PROBLEM DETAILS: Apart from the pictures, every part of the records below gets retyped exactly.

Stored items

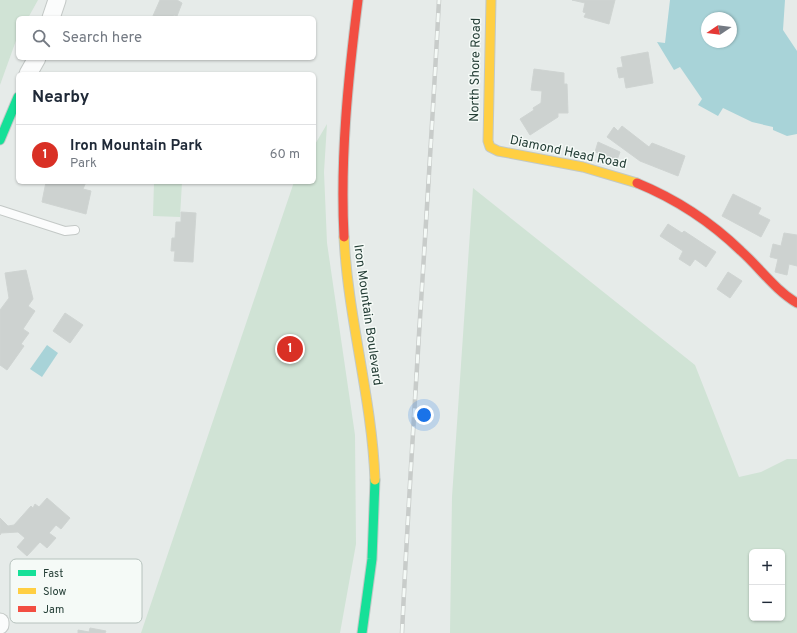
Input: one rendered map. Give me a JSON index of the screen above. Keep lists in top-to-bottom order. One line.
{"streets":{"street":["North Shore Road","Diamond Head Road","Iron Mountain Boulevard"]},"crossings":[["North Shore Road","Diamond Head Road"]],"legend":["Fast","Slow","Jam"],"north":"left","page":{"search":"Search here","heading":"Nearby","list":[{"mark":"1","name":"Iron Mountain Park","note":"Park","value":"60 m"}],"pins":"1","map_buttons":["+","−"]}}
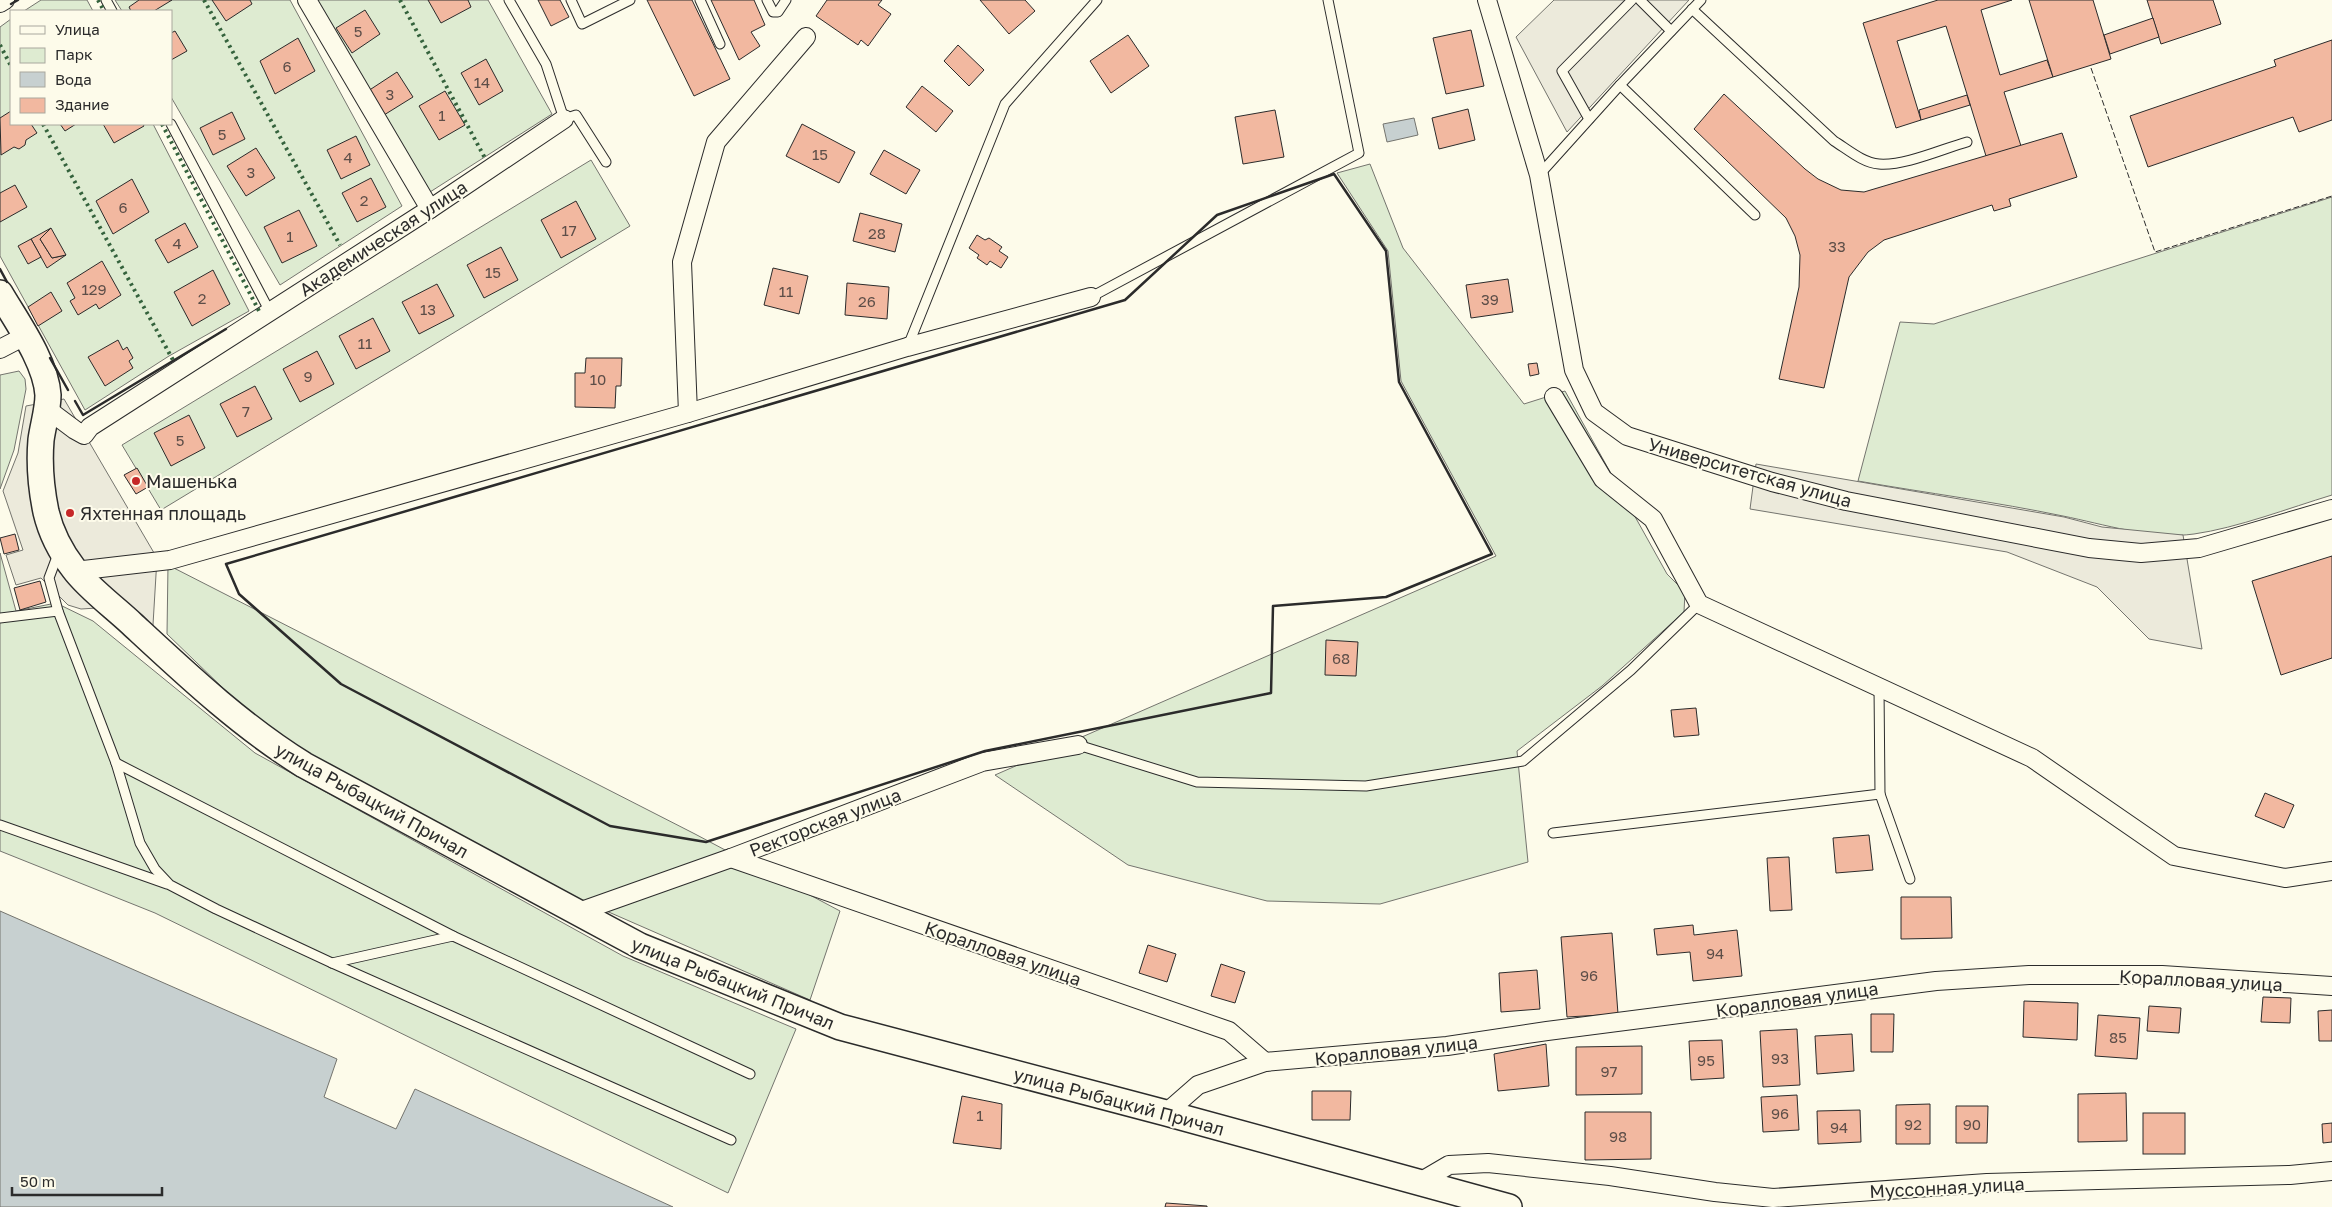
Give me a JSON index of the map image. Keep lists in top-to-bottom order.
{
  "streets": {
    "main road": ["улица Рыбацкий Причал"],
    "street": [
      "Академическая улица",
      "Университетская улица",
      "Ректорская улица",
      "Коралловая улица",
      "Муссонная улица"
    ]
  },
  "crossings": [
    ["Академическая улица", "улица Рыбацкий Причал"],
    ["улица Рыбацкий Причал", "Ректорская улица"],
    ["улица Рыбацкий Причал", "Коралловая улица"],
    ["улица Рыбацкий Причал", "Муссонная улица"],
    ["Ректорская улица", "Коралловая улица"]
  ],
  "places": ["Машенька", "Яхтенная площадь"],
  "house_numbers": [
    "5",
    "6",
    "14",
    "3",
    "1",
    "5",
    "15",
    "4",
    "3",
    "2",
    "6",
    "17",
    "28",
    "1",
    "4",
    "33",
    "15",
    "129",
    "11",
    "2",
    "39",
    "26",
    "13",
    "11",
    "9",
    "10",
    "7",
    "5",
    "68",
    "94",
    "96",
    "85",
    "93",
    "95",
    "97",
    "96",
    "1",
    "92",
    "90",
    "94",
    "98"
  ],
  "legend": [
    "Улица",
    "Парк",
    "Вода",
    "Здание"
  ],
  "scale_bar": "50 m"
}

SOLVED EXERCISE:
Input: one rendered map. Give me a JSON index of the screen above. Keep lists in top-to-bottom order. One line.
{"streets":{"street":["North Shore Road","Diamond Head Road","Iron Mountain Boulevard"]},"crossings":[["North Shore Road","Diamond Head Road"]],"legend":["Fast","Slow","Jam"],"north":"left","page":{"search":"Search here","heading":"Nearby","list":[{"mark":"1","name":"Iron Mountain Park","note":"Park","value":"60 m"}],"pins":"1","map_buttons":["+","−"]}}
Give me a JSON index of the map image. Keep lists in top-to-bottom order.
{
  "streets": {
    "main road": ["улица Рыбацкий Причал"],
    "street": [
      "Академическая улица",
      "Университетская улица",
      "Ректорская улица",
      "Коралловая улица",
      "Муссонная улица"
    ]
  },
  "crossings": [
    ["Академическая улица", "улица Рыбацкий Причал"],
    ["улица Рыбацкий Причал", "Ректорская улица"],
    ["улица Рыбацкий Причал", "Коралловая улица"],
    ["улица Рыбацкий Причал", "Муссонная улица"],
    ["Ректорская улица", "Коралловая улица"]
  ],
  "places": ["Машенька", "Яхтенная площадь"],
  "house_numbers": [
    "5",
    "6",
    "14",
    "3",
    "1",
    "5",
    "15",
    "4",
    "3",
    "2",
    "6",
    "17",
    "28",
    "1",
    "4",
    "33",
    "15",
    "129",
    "11",
    "2",
    "39",
    "26",
    "13",
    "11",
    "9",
    "10",
    "7",
    "5",
    "68",
    "94",
    "96",
    "85",
    "93",
    "95",
    "97",
    "96",
    "1",
    "92",
    "90",
    "94",
    "98"
  ],
  "legend": [
    "Улица",
    "Парк",
    "Вода",
    "Здание"
  ],
  "scale_bar": "50 m"
}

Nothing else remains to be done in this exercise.